Amazon SageMaker
Developer Guide

How Sequence2Sequence Works

Typically, a neural network for sequence-to-sequence modeling consists of a few layers, including:

  • An embedding layer. In this layer, the input matrix, which is input tokens encoded in a sparse way (for example, one-hot encoded) are mapped to a dense feature layer. This is required because a high-dimensional feature vector is more capable of encoding information regarding a particular token (word for text corpora) than a simple one-hot-encoded vector. It is also a standard practice to initialize this embedding layer with a pre-trained word vector like FastText or Glove or to initialize it randomly and learn the parameters during training.
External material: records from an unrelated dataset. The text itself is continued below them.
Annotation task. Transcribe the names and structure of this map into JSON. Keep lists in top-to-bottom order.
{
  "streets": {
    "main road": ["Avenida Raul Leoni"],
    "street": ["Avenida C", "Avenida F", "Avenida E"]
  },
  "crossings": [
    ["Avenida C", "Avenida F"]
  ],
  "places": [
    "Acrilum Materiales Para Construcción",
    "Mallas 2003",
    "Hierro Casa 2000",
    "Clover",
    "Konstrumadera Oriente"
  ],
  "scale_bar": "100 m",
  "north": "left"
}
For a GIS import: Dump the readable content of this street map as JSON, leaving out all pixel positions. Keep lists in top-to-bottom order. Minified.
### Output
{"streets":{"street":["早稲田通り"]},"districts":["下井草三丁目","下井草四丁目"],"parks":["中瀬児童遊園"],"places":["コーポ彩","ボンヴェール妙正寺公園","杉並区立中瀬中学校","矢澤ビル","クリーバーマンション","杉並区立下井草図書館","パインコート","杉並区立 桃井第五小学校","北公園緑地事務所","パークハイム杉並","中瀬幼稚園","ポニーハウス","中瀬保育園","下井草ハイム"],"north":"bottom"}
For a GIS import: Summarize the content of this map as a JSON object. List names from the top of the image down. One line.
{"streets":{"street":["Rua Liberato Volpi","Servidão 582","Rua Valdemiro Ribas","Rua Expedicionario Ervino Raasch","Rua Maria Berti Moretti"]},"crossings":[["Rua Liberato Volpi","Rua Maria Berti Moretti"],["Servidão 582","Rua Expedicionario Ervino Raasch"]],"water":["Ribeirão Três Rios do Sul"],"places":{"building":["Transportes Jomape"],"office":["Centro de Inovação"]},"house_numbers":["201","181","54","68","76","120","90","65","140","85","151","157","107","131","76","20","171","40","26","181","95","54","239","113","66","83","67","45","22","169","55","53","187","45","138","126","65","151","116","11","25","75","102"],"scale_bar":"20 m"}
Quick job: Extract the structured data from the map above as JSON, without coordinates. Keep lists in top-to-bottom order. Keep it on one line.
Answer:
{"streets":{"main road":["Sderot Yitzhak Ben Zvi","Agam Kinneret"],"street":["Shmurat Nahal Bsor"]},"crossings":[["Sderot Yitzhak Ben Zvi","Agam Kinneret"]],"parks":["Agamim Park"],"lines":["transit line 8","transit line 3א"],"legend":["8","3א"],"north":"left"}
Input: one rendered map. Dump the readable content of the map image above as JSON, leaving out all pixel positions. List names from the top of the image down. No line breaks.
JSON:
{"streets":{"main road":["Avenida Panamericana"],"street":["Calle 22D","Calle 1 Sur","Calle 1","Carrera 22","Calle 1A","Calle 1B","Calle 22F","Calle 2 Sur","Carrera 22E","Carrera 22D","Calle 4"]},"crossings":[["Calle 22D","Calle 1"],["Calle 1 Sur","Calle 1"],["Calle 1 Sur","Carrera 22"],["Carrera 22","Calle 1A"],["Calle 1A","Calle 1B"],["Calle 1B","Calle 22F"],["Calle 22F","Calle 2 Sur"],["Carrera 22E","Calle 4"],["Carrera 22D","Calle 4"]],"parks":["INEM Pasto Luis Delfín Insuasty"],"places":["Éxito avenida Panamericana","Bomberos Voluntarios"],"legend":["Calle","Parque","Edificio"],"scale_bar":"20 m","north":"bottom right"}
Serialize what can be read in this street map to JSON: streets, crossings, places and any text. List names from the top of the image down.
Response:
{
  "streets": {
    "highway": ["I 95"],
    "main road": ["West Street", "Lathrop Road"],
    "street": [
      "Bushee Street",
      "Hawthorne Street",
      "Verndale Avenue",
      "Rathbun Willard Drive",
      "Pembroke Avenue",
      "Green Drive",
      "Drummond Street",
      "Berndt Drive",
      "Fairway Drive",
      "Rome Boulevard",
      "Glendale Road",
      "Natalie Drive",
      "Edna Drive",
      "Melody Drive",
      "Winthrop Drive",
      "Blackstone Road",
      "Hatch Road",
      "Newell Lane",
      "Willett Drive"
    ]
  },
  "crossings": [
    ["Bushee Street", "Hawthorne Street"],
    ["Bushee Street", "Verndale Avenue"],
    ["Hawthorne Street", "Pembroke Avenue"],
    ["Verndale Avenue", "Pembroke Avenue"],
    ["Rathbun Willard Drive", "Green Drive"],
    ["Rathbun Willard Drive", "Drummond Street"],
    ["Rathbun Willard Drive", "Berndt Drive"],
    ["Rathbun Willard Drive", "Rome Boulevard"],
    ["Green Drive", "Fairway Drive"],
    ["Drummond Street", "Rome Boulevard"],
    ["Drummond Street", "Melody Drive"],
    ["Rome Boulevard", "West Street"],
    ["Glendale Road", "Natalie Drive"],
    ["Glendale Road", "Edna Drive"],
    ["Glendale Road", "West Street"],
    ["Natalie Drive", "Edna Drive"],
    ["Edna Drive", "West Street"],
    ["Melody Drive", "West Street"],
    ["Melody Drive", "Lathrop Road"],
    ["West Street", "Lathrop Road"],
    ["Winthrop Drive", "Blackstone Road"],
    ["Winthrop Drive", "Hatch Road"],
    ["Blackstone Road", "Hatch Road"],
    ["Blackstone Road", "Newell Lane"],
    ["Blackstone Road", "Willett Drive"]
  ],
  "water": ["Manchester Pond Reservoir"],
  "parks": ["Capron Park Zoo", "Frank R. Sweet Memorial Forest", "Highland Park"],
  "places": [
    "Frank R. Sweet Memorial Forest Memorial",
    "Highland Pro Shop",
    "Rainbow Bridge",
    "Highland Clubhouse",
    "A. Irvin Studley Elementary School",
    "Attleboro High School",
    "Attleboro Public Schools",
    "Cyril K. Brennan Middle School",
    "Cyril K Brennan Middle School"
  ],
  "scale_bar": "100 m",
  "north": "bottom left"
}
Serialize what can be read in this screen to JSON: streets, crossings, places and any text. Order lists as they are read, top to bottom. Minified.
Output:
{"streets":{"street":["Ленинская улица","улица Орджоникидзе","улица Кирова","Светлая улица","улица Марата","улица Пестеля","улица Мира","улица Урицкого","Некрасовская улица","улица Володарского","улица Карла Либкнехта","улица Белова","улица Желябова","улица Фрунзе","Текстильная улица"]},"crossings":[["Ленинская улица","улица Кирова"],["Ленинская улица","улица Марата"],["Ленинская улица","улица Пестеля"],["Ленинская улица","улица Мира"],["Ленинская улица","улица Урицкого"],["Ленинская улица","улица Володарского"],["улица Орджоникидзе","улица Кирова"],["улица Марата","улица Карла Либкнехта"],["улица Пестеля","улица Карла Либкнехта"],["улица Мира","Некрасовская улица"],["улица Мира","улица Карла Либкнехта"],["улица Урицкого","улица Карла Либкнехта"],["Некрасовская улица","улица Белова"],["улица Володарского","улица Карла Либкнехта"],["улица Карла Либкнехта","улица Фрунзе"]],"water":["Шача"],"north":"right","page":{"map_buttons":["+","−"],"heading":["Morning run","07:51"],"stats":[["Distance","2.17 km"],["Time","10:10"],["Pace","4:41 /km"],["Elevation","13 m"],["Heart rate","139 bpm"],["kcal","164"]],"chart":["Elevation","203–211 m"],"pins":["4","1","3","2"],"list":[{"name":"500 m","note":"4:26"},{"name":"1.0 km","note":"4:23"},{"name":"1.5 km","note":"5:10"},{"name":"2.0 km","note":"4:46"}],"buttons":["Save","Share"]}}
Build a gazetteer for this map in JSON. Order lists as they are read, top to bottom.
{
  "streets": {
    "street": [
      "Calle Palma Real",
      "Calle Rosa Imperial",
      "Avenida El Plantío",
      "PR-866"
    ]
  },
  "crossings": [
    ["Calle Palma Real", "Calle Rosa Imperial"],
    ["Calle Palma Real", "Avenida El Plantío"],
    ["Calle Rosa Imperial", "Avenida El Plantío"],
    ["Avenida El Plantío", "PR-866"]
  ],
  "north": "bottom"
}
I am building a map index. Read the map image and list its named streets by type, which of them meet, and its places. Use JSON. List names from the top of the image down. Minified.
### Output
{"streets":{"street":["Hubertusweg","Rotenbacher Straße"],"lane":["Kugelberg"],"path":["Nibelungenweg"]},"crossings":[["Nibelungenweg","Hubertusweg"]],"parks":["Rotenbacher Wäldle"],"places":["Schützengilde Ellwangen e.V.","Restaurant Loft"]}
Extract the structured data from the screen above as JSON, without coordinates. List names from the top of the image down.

  • An encoder layer. After the input tokens are mapped into a high-dimensional feature space, the sequence is passed through an encoder layer to compress all the information from the input embedding layer (of the entire sequence) into a fixed-length feature vector. Typically, an encoder is made of RNN-type networks like long short-term memory (LSTM) or gated recurrent units (GRU). ( Colah's blog explains LSTM in a great detail.)

  • A decoder layer. The decoder layer takes this encoded feature vector and produces the output sequence of tokens. This layer is also usually built with RNN architectures (LSTM and GRU).

The whole model is trained jointly to maximize the probability of the target sequence given the source sequence. This model was first introduced by Sutskever et al. in 2014.

Attention mechanism. The disadvantage of an encoder-decoder framework is that model performance decreases as and when the length of the source sequence increases because of the limit of how much information the fixed-length encoded feature vector can contain. To tackle this problem, in 2015, Bahdanau et al. proposed the attention mechanism. In an attention mechanism, the decoder tries to find the location in the encoder sequence where the most important information could be located and uses that information and previously decoded words to predict the next token in the sequence.

For more in details, see the whitepaper Effective Approaches to Attention-based Neural Machine Translation by Luong, et al. that explains and simplifies calculations for various attention mechanisms. Additionally, the whitepaper Google's Neural Machine Translation System: Bridging the Gap between Human and Machine Translation by Wu, et al. describes Google's architecture for machine translation, which uses skip connections between encoder and decoder layers.